Collected data:
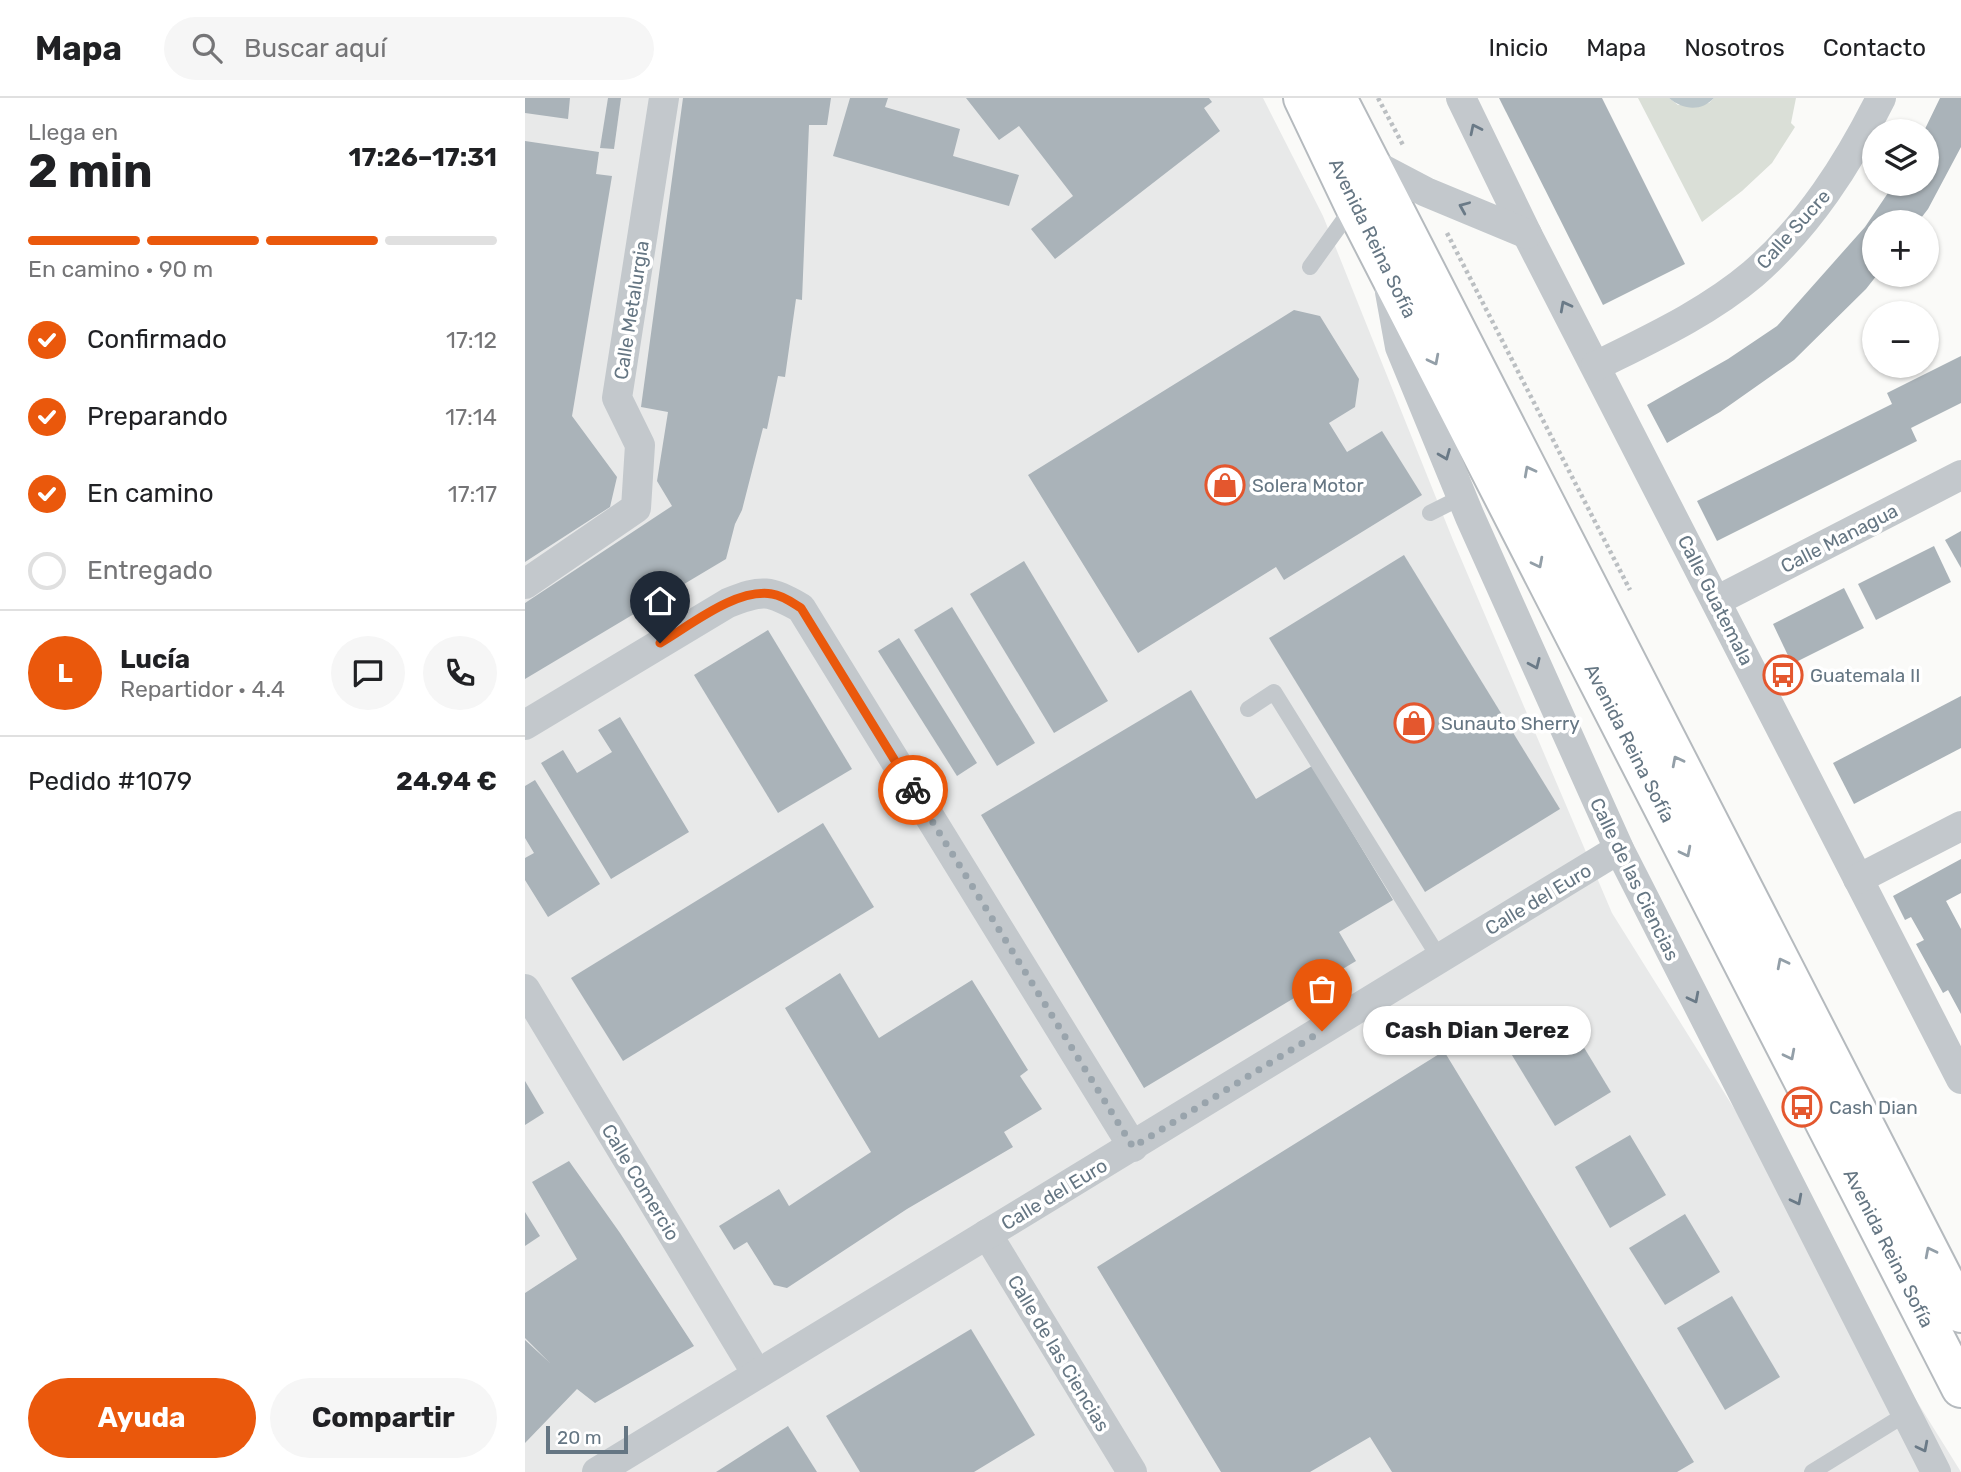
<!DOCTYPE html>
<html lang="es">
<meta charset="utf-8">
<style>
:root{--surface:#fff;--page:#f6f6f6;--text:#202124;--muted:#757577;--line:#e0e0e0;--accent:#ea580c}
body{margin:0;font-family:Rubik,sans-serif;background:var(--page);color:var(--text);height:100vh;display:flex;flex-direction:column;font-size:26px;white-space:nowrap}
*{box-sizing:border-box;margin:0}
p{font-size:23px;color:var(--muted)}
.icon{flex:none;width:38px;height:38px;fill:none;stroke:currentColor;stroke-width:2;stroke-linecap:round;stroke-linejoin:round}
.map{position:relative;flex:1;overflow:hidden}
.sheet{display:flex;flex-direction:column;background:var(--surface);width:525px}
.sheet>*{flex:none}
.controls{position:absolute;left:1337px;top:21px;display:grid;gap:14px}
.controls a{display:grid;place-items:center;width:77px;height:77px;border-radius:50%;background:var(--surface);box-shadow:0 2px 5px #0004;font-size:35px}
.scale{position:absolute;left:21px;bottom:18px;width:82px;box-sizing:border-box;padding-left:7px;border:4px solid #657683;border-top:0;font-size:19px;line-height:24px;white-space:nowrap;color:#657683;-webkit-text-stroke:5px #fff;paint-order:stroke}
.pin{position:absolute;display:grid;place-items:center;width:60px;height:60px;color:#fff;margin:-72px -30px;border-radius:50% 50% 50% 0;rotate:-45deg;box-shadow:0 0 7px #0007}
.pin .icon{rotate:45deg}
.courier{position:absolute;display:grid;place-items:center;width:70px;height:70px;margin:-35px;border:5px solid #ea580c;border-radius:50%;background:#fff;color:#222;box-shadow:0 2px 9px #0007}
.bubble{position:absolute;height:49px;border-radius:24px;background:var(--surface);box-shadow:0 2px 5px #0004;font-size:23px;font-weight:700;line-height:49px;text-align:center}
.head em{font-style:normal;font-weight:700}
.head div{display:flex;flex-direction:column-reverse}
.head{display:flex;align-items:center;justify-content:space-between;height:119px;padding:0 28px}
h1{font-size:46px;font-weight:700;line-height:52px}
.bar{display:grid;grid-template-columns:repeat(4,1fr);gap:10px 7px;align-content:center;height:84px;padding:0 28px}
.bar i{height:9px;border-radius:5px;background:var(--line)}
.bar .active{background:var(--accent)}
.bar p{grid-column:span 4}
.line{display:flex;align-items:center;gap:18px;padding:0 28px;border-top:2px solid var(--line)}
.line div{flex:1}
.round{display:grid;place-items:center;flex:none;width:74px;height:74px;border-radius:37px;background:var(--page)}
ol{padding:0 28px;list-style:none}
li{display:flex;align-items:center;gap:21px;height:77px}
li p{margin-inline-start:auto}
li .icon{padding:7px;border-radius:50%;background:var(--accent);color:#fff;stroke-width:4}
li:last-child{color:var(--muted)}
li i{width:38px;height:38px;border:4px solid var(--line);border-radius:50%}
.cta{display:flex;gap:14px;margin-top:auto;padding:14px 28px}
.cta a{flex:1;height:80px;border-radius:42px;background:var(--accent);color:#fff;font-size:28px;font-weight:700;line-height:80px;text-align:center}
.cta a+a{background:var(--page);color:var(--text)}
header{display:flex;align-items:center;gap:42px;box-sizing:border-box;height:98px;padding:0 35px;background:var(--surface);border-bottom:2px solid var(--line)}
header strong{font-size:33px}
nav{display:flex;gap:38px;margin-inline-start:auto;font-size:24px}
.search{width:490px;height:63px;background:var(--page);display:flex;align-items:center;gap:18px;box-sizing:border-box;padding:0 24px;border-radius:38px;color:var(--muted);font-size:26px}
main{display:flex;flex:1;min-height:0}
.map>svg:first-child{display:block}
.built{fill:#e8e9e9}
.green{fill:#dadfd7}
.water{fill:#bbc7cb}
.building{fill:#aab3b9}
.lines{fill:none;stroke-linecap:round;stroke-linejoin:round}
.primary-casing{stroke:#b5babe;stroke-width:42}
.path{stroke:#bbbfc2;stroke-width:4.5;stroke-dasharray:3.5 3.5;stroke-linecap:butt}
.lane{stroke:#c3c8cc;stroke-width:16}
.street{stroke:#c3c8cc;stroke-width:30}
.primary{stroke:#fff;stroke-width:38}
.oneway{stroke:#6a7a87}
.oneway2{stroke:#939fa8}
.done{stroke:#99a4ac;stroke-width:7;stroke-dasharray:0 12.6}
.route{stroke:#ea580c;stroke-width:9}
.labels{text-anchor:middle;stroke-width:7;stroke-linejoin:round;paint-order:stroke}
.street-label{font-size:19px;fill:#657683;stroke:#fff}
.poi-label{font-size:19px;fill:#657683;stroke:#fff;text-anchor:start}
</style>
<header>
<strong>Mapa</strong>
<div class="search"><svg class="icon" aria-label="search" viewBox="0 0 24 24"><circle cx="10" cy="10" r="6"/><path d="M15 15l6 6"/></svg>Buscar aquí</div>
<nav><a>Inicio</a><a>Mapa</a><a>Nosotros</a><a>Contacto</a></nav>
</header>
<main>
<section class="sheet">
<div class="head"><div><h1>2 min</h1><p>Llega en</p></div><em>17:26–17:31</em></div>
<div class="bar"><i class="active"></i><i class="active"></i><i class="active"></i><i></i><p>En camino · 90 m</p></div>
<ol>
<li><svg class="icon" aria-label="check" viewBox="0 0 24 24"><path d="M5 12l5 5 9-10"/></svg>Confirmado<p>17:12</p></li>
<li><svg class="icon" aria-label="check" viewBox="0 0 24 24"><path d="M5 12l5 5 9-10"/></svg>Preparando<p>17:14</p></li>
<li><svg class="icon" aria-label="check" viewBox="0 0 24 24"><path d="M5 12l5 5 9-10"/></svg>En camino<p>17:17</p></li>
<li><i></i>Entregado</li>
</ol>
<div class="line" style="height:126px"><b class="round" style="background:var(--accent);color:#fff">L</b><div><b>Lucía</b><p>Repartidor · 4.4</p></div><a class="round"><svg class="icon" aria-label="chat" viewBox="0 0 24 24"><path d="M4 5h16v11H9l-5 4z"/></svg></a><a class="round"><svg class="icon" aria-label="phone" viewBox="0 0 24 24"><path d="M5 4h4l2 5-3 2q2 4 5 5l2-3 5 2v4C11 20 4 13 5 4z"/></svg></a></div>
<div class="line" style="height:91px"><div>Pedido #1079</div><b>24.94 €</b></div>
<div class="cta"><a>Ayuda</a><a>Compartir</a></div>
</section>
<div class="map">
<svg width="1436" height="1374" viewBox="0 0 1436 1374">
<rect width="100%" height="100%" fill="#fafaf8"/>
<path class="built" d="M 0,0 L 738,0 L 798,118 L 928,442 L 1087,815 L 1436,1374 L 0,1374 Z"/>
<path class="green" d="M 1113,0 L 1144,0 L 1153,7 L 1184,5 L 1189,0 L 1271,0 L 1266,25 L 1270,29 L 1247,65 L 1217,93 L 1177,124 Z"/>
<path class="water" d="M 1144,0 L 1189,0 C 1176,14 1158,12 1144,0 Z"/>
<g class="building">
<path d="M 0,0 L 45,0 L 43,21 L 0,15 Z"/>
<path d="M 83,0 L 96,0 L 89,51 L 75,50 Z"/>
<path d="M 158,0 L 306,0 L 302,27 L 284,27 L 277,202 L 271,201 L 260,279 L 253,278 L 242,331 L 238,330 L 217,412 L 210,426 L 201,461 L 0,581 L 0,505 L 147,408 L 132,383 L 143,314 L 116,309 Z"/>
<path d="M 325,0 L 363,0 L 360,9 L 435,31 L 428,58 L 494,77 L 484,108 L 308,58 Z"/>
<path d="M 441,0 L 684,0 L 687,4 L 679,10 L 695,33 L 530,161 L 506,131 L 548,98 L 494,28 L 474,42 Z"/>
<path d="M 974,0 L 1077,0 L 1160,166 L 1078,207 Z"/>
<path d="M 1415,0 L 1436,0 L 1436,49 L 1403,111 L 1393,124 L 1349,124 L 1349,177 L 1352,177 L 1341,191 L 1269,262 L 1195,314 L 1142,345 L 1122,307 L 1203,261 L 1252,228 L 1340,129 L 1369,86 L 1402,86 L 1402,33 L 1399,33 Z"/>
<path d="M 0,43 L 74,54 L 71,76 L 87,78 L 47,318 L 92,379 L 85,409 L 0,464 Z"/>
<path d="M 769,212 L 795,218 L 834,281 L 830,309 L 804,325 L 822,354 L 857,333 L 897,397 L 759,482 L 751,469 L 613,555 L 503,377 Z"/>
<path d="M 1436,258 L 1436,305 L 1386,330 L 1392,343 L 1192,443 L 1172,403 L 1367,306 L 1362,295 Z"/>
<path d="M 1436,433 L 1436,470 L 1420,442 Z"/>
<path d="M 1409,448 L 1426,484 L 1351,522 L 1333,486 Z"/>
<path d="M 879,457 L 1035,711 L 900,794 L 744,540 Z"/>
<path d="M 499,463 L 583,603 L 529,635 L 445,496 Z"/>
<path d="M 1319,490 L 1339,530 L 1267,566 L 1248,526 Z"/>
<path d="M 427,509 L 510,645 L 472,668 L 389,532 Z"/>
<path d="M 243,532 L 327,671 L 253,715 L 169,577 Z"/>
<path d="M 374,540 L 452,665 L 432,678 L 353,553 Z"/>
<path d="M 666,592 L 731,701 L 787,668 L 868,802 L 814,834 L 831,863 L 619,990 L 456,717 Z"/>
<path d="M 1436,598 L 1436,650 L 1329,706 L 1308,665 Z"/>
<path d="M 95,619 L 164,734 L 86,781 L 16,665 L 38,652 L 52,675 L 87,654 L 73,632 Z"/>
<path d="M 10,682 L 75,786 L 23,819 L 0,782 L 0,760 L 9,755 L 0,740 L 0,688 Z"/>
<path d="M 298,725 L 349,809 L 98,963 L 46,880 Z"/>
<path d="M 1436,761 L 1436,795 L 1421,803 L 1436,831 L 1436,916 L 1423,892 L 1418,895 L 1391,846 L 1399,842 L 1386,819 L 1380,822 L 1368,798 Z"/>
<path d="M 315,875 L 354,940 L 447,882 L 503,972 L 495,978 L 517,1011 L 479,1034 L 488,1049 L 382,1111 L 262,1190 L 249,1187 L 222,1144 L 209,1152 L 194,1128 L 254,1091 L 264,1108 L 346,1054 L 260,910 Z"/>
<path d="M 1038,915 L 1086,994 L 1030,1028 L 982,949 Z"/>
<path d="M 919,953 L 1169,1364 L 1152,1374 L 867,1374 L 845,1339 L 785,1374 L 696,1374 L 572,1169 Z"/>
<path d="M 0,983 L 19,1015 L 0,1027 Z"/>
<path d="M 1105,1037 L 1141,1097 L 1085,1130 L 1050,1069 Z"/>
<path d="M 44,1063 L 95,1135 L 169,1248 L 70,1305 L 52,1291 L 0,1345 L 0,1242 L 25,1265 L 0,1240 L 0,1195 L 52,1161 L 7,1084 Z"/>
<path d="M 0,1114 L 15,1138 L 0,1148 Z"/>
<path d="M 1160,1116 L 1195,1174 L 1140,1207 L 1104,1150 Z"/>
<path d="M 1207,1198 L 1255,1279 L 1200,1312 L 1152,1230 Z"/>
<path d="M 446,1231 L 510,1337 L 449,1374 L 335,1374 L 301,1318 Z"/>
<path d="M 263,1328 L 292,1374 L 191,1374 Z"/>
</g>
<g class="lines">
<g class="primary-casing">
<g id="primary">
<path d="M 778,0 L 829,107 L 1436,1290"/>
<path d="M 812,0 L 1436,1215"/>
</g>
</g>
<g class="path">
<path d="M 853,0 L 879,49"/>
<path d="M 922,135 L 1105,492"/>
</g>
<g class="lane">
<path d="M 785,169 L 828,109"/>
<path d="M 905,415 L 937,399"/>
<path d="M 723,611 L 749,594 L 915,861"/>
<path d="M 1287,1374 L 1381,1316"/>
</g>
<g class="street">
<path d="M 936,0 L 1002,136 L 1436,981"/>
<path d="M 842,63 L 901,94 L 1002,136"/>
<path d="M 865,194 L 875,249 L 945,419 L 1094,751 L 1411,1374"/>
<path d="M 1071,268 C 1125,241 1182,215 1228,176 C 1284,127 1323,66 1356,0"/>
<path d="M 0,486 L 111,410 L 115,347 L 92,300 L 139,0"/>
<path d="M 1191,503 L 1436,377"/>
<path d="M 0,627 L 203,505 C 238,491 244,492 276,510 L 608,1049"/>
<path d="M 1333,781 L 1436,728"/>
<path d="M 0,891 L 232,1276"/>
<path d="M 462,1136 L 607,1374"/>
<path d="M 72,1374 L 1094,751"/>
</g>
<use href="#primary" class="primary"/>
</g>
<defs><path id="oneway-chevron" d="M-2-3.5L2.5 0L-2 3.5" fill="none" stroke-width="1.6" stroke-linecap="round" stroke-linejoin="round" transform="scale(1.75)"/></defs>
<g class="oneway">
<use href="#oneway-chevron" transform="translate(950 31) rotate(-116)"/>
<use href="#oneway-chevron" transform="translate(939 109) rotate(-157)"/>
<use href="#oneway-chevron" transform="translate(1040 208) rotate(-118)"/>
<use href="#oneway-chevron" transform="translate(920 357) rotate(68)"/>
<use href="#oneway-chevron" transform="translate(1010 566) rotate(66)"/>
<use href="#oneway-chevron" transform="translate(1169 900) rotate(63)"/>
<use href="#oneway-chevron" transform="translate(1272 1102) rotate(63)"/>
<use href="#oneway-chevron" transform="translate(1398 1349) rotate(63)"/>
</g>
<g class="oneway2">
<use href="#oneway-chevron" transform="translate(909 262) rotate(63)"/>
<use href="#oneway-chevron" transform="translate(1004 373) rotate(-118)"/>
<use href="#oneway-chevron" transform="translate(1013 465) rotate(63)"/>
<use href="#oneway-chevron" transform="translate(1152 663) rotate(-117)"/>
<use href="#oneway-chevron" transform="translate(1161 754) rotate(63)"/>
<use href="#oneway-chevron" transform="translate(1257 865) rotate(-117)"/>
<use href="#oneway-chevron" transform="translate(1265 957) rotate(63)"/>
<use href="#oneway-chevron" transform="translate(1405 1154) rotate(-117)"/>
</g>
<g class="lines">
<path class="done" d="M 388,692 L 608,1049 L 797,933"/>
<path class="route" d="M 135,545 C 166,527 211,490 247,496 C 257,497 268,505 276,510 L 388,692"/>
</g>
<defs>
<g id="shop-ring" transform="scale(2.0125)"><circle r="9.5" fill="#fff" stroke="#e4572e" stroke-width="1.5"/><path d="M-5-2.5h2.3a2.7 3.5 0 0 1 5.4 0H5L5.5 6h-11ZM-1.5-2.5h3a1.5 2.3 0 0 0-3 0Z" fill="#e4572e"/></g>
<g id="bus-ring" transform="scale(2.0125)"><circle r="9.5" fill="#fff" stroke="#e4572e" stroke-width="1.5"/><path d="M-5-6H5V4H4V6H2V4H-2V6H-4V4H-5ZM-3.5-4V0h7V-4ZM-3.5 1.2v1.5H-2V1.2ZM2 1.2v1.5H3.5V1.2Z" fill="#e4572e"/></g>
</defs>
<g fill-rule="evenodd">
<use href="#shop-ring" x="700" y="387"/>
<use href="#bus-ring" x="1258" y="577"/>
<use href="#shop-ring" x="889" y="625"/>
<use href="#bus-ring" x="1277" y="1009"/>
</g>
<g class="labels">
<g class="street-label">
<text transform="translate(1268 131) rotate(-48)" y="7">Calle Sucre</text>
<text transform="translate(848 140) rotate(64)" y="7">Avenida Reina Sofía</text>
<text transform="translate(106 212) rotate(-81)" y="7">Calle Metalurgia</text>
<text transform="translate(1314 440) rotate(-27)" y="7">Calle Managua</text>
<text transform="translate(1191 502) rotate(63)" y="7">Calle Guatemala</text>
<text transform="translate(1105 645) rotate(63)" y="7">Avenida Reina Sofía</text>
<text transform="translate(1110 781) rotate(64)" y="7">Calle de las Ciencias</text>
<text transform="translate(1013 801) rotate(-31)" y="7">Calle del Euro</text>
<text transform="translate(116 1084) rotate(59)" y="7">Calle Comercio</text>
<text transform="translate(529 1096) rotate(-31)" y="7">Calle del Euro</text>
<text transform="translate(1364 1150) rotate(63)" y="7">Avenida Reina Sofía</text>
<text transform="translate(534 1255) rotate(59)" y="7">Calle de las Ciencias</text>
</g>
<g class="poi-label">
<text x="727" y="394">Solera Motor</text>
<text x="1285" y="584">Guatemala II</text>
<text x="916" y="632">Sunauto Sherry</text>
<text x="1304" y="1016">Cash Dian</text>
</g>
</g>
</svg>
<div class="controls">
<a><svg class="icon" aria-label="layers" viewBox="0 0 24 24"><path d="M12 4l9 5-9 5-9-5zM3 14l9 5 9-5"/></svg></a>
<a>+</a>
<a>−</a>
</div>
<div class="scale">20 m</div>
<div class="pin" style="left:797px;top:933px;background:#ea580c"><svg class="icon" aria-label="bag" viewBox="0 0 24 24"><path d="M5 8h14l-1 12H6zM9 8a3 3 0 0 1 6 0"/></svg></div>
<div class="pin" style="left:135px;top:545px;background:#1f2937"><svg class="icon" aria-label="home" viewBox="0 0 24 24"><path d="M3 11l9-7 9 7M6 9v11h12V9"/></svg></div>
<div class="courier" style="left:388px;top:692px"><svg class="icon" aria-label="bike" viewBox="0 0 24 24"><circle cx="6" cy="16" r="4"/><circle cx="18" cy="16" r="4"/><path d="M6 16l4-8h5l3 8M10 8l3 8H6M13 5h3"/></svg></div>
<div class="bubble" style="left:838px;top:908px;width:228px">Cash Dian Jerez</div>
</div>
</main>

* ABOUT THIS TASK:
All lines of the entries containing the string "space" must be shown in full.

* SOLUTION FOR THIS TASK:
body{margin:0;font-family:Rubik,sans-serif;background:var(--page);color:var(--text);height:100vh;display:flex;flex-direction:column;font-size:26px;white-space:nowrap}
.scale{position:absolute;left:21px;bottom:18px;width:82px;box-sizing:border-box;padding-left:7px;border:4px solid #657683;border-top:0;font-size:19px;line-height:24px;white-space:nowrap;color:#657683;-webkit-text-stroke:5px #fff;paint-order:stroke}
.head{display:flex;align-items:center;justify-content:space-between;height:119px;padding:0 28px}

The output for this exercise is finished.